Recommendations for NYS Department of Health and the AIDS Institute
 Improve HIV testing program in NYS prisons by conducting and publicizing an HIV epidemiology study of
persons in DOCCS, expanding data obtained from incarcerated patients seeking HIV testing, assessing the
effectiveness of HIV testing in DOCCS, and utilizing HIV peer educators in the DOH testing program.
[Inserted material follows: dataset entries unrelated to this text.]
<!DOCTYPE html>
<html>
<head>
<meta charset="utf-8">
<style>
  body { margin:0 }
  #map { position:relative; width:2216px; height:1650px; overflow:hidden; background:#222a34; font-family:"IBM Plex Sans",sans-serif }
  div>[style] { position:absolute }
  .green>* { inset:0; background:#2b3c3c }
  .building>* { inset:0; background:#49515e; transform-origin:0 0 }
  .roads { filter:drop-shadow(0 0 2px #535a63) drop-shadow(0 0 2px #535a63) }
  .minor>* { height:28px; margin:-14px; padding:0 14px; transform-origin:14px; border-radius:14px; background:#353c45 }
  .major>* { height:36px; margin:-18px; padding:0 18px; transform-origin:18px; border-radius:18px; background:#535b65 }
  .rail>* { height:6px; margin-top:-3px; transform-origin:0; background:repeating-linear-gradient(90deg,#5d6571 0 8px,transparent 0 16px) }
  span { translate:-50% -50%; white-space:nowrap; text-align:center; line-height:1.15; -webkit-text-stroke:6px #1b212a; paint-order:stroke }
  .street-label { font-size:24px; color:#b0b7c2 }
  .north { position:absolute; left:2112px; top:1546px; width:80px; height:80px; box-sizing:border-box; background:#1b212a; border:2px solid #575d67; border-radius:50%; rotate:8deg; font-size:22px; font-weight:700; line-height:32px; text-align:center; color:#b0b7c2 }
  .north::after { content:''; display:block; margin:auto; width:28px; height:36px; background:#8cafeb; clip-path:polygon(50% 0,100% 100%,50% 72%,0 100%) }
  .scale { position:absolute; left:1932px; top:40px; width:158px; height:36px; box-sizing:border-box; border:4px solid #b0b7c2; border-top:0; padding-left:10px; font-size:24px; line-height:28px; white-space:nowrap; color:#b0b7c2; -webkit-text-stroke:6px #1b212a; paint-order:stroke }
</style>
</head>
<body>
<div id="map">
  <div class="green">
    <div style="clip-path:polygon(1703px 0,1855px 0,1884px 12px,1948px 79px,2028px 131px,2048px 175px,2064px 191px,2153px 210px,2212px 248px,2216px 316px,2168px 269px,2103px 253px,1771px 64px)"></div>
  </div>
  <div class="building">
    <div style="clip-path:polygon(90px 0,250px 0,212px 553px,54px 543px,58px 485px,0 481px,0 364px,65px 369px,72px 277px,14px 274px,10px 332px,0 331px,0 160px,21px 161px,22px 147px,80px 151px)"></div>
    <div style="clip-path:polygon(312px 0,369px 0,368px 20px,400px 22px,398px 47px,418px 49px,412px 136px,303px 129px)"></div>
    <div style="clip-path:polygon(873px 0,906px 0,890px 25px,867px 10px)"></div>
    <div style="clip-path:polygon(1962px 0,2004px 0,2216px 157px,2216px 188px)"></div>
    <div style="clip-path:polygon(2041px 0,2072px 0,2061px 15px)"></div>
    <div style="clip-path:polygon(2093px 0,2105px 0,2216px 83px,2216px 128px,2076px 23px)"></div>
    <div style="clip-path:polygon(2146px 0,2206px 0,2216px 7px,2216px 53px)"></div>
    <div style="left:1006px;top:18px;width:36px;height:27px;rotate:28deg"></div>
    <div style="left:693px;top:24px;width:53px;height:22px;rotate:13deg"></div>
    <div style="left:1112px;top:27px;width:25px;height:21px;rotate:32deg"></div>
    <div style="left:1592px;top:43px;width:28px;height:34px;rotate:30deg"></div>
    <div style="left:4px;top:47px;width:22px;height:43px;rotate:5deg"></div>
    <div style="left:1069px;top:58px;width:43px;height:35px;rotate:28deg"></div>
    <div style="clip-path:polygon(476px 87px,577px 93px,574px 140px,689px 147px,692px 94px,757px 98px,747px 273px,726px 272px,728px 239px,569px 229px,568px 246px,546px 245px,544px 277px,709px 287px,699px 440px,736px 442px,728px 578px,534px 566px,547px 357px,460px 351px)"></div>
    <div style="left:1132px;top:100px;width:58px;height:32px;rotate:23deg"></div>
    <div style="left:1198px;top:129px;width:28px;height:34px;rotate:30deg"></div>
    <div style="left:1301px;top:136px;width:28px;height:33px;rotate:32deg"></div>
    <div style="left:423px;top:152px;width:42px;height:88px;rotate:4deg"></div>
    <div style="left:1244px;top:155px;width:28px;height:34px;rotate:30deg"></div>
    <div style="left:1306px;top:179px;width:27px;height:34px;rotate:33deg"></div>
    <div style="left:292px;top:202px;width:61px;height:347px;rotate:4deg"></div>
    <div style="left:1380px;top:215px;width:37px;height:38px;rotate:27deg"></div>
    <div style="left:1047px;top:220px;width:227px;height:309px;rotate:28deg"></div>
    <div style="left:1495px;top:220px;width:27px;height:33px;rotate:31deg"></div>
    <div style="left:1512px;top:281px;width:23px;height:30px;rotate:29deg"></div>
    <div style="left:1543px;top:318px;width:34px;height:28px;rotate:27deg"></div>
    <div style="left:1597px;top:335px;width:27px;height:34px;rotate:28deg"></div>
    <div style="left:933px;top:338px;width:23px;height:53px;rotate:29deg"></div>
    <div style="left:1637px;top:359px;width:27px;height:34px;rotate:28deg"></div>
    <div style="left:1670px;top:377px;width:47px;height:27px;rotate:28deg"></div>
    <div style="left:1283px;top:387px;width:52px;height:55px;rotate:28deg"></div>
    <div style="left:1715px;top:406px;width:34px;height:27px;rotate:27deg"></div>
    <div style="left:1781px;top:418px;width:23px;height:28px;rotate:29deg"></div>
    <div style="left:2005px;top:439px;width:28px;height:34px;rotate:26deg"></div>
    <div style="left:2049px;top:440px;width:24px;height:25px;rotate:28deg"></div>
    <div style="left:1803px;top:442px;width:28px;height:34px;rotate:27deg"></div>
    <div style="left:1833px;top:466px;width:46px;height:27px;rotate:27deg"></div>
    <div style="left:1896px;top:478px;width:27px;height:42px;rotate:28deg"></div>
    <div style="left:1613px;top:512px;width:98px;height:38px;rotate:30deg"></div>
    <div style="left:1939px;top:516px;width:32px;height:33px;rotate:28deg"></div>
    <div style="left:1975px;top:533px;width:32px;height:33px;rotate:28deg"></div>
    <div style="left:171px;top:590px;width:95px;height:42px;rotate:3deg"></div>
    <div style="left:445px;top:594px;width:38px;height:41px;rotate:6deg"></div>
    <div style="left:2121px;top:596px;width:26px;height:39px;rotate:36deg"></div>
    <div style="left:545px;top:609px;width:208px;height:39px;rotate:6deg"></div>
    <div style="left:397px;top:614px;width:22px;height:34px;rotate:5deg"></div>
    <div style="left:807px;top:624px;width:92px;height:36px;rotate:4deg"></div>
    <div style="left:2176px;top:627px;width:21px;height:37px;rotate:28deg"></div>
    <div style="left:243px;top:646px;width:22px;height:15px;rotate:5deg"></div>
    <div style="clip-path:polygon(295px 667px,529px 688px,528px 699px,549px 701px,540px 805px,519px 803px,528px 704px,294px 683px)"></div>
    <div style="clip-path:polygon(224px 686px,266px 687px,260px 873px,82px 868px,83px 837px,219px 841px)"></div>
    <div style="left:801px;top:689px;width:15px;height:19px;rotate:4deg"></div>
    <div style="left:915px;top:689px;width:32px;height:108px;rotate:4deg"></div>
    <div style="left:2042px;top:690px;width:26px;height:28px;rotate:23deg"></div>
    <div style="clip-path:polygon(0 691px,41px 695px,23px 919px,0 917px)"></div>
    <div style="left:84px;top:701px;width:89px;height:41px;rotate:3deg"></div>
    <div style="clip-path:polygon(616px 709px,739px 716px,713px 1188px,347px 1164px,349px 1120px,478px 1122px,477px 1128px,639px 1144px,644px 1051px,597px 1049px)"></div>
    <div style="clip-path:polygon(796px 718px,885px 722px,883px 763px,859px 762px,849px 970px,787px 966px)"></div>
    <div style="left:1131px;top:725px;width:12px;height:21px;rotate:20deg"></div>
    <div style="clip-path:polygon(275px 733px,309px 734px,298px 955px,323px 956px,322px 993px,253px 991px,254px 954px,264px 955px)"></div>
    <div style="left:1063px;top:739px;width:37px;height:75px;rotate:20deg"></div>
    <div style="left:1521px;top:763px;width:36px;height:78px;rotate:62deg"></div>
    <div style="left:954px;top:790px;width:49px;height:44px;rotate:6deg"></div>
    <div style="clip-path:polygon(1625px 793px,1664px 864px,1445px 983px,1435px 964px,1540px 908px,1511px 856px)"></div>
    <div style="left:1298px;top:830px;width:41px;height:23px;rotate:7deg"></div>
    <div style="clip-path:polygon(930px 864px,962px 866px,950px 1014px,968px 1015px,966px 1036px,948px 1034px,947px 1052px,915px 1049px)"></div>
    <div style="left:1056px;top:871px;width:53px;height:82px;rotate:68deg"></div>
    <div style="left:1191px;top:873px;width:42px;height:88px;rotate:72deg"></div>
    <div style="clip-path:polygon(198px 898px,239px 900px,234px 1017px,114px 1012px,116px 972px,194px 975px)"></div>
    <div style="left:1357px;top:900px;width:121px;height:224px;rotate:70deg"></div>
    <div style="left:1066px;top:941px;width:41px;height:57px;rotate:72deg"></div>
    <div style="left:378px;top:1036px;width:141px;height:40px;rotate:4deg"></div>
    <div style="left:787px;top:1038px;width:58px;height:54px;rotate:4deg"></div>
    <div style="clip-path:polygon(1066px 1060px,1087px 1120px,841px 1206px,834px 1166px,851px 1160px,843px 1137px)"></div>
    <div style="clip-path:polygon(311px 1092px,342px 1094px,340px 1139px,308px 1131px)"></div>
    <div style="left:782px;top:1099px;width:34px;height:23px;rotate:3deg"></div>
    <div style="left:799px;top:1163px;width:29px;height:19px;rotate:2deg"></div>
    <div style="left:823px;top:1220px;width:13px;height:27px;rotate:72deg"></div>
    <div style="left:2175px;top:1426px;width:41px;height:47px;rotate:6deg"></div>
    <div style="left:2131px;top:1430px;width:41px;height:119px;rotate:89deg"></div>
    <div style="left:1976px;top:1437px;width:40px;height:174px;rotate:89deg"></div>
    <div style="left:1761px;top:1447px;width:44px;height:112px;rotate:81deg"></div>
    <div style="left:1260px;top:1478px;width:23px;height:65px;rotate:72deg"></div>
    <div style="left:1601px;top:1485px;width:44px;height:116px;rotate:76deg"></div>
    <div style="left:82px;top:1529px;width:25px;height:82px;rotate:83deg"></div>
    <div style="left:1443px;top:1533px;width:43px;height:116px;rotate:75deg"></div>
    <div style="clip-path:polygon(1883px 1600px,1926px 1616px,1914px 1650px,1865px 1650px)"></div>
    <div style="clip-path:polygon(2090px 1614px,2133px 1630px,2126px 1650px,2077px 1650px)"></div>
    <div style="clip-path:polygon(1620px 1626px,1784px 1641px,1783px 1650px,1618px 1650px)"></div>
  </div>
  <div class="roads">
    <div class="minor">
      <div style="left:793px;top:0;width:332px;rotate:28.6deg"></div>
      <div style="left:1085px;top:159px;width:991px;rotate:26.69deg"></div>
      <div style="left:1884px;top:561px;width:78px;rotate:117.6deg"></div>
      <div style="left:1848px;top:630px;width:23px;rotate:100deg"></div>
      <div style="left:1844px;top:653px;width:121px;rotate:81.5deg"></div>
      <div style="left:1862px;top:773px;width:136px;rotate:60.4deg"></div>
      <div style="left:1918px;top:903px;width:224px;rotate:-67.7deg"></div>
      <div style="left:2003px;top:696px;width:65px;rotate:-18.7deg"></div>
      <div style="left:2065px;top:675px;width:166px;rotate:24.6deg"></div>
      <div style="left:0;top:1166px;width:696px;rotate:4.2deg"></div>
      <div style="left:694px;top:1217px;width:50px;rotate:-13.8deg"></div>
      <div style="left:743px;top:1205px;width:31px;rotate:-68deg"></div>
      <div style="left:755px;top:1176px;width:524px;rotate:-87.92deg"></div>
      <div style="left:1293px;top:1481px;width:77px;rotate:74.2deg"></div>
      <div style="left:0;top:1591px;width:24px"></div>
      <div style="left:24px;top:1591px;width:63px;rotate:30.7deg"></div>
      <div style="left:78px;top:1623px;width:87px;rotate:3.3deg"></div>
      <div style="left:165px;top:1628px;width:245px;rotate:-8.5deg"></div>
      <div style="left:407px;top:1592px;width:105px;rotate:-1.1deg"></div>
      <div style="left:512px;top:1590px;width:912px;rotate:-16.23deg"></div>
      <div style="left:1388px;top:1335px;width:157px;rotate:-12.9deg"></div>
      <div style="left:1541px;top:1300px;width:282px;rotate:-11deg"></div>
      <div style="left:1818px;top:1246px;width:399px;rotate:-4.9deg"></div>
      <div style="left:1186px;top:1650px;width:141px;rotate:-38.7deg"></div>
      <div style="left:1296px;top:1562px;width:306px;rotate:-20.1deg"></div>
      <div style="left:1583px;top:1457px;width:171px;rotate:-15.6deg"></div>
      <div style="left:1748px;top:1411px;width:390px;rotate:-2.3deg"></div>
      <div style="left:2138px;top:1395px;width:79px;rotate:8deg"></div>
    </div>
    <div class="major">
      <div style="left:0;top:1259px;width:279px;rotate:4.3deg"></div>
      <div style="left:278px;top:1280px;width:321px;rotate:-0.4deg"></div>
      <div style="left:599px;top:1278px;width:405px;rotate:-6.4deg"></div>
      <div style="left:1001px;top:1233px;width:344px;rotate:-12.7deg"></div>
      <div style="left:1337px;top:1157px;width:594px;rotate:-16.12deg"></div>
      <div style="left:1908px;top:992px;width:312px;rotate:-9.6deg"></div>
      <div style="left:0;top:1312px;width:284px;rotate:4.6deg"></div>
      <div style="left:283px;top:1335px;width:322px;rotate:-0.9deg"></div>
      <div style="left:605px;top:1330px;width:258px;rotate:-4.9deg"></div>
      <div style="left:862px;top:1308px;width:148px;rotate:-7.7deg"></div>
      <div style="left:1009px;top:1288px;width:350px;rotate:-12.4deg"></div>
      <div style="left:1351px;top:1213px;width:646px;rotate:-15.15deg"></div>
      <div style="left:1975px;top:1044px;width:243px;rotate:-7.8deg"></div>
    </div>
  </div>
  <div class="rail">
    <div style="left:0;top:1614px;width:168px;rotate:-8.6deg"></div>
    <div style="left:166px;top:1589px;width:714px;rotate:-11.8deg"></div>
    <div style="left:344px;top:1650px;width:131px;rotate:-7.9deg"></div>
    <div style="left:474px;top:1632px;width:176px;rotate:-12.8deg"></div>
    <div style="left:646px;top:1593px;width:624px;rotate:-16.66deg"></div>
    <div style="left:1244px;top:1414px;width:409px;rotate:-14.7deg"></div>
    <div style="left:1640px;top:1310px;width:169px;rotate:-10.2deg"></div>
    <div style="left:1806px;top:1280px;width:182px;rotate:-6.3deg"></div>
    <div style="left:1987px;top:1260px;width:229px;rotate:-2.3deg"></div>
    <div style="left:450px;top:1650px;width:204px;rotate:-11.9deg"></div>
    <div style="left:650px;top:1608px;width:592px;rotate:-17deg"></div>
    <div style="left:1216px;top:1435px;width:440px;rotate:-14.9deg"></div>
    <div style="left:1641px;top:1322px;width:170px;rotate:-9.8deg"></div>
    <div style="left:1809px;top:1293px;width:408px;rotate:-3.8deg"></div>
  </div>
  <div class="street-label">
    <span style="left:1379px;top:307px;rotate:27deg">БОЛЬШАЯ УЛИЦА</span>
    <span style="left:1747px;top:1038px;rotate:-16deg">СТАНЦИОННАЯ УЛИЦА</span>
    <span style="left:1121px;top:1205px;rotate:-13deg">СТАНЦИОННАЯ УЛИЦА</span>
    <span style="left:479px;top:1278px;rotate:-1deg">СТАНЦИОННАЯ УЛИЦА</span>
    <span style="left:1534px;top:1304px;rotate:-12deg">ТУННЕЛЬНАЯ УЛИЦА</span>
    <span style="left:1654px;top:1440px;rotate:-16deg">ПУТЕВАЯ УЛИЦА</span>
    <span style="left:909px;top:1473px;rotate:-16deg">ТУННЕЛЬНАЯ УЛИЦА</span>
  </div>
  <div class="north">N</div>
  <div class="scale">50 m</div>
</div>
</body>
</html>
 Enhance the AI Criminal Justice Initiative by ensuring all CJI contractor services are provided at each prison;
working with DOCCS to expand opportunities for CJI peer training program graduates in more prison
programs; enhancing the effectiveness of HIV counseling, testing and identification of HIV-infected patients;
expanding the type and number of prison programs that include CJI education on HIV and HCV; and
enhancing CJI discharge planning and publicly reporting on this program’s effectiveness.
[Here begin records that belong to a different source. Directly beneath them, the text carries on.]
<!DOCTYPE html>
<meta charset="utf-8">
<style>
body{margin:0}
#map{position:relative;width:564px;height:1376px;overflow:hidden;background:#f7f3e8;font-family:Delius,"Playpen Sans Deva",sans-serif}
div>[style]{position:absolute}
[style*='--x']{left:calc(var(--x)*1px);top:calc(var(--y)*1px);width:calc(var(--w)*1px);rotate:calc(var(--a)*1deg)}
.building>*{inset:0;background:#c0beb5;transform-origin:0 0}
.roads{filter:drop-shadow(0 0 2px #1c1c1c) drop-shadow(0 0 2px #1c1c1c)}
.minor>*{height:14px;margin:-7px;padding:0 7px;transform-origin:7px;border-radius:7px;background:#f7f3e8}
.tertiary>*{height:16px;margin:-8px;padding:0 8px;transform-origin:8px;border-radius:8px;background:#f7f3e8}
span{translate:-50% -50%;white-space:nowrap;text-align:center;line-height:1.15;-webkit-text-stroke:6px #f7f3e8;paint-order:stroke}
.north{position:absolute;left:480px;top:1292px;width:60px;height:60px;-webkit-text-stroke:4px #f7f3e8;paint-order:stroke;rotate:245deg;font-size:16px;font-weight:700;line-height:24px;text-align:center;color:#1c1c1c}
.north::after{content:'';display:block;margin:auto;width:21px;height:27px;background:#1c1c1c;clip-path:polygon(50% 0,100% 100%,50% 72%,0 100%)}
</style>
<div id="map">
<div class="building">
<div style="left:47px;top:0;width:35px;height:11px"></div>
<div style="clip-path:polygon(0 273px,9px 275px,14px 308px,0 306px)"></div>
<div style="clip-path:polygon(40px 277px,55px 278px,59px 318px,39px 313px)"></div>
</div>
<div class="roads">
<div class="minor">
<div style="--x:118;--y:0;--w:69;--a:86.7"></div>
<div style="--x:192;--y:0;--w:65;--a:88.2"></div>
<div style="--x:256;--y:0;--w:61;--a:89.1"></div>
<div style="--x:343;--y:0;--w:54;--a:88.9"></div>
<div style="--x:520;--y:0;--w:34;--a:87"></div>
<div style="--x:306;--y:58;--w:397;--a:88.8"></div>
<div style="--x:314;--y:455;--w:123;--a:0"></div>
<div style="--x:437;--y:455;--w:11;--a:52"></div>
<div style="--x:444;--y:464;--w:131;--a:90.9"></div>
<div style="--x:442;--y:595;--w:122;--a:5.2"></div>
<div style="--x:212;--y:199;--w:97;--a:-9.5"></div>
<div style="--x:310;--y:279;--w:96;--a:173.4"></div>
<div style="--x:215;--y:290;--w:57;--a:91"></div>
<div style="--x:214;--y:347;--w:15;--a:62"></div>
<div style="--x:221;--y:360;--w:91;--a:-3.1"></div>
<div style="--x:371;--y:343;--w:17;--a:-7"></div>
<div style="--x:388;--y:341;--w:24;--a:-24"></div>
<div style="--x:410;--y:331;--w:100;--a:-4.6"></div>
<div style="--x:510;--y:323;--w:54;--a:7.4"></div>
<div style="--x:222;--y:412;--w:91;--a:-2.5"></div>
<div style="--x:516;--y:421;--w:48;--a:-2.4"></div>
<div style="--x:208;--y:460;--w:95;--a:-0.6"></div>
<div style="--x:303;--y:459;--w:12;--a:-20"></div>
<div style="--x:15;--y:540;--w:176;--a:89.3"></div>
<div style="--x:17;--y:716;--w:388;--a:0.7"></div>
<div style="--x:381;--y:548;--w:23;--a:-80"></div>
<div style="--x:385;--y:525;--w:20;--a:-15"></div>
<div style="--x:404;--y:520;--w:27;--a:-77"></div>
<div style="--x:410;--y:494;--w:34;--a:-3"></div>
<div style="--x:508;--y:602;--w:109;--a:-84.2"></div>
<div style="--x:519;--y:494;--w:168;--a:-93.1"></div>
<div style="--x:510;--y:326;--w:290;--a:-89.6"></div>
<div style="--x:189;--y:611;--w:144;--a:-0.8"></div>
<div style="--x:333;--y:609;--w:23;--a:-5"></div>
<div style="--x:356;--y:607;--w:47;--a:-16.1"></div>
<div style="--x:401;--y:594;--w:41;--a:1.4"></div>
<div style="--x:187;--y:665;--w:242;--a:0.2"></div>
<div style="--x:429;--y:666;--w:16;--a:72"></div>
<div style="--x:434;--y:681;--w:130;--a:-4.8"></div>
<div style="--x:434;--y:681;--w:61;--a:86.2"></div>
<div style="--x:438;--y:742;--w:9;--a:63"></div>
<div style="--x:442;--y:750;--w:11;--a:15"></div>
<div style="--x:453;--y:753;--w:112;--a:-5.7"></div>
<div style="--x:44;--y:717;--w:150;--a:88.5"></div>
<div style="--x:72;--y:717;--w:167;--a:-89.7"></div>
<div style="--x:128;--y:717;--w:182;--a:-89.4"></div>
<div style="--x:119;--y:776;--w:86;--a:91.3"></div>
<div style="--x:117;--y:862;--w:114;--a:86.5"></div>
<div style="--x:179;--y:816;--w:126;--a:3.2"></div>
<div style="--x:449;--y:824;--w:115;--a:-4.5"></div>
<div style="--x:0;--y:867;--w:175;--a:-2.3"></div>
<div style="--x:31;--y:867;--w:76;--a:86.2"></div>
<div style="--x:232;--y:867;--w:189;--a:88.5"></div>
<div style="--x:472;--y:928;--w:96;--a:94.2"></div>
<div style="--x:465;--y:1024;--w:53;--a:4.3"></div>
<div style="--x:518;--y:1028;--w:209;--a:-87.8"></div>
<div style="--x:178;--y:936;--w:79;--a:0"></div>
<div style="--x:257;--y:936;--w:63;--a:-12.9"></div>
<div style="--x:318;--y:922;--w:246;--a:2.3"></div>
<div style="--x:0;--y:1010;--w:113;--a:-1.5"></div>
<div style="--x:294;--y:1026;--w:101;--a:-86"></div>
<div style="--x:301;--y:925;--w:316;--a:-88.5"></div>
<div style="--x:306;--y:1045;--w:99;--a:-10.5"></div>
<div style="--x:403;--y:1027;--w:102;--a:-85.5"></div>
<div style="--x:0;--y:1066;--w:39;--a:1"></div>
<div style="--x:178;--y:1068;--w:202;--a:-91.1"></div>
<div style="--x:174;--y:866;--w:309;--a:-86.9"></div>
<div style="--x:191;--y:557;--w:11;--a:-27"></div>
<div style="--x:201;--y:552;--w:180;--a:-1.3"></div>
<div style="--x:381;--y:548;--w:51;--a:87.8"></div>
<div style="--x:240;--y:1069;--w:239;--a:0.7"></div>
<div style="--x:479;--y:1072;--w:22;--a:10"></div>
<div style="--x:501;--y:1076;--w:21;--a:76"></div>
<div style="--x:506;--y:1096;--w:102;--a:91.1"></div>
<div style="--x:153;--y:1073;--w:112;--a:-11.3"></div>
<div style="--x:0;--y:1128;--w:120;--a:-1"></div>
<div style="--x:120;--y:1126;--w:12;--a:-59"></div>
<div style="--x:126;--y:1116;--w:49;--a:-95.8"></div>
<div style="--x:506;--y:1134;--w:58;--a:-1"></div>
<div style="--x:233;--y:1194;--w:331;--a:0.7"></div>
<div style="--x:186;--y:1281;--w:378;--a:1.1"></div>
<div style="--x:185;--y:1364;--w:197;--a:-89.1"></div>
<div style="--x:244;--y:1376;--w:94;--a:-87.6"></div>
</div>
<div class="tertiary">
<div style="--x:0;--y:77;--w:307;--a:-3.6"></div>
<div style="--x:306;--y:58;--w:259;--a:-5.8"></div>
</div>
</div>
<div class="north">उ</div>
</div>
 Expand the Positive Pathways Project by deploying the project at more facilities, publicizing the
curriculums for staff trainings, and encouraging DOCCS and CJI to adopt project materials and activities.
 Enhance the scope and effectiveness of the AI HCV Continuity of Care Program by annually assessing the
effectiveness of the program and implementing measures to increase utilization of the service and improve
continuity of care outcomes for those who use it.
 Enhance the AI monitoring of the DOH Oversight Law for HIV/HCV care by securing adequate state funding
for monitoring duties; annually reviewing at least 20% of the prison population; providing adequate notice
to the public prior to initiating the review and addressing concerns raised by public input; enhancing the
indicators used in the chart reviews; including system-wide and facility-specific data analyses of important
care indicators, such as staffing, testing, infection rates, monitoring activities, access to specialists, and
treatment rates and outcomes; assessing continuity of care for patients leaving DOCCS; and engaging in the
state efforts to include current and formerly incarcerated persons in the expanded healthcare systems
being developed by NYS Medicaid Redesign and the Affordable Care Act.
 Expand HIV and HCV prevention and harm reduction programs by supporting prevention legislation
(S3566A/A05340), expanding the CJI curriculum to include harm-reduction measures, and continuing to
urge DOCCS to expand access to condoms.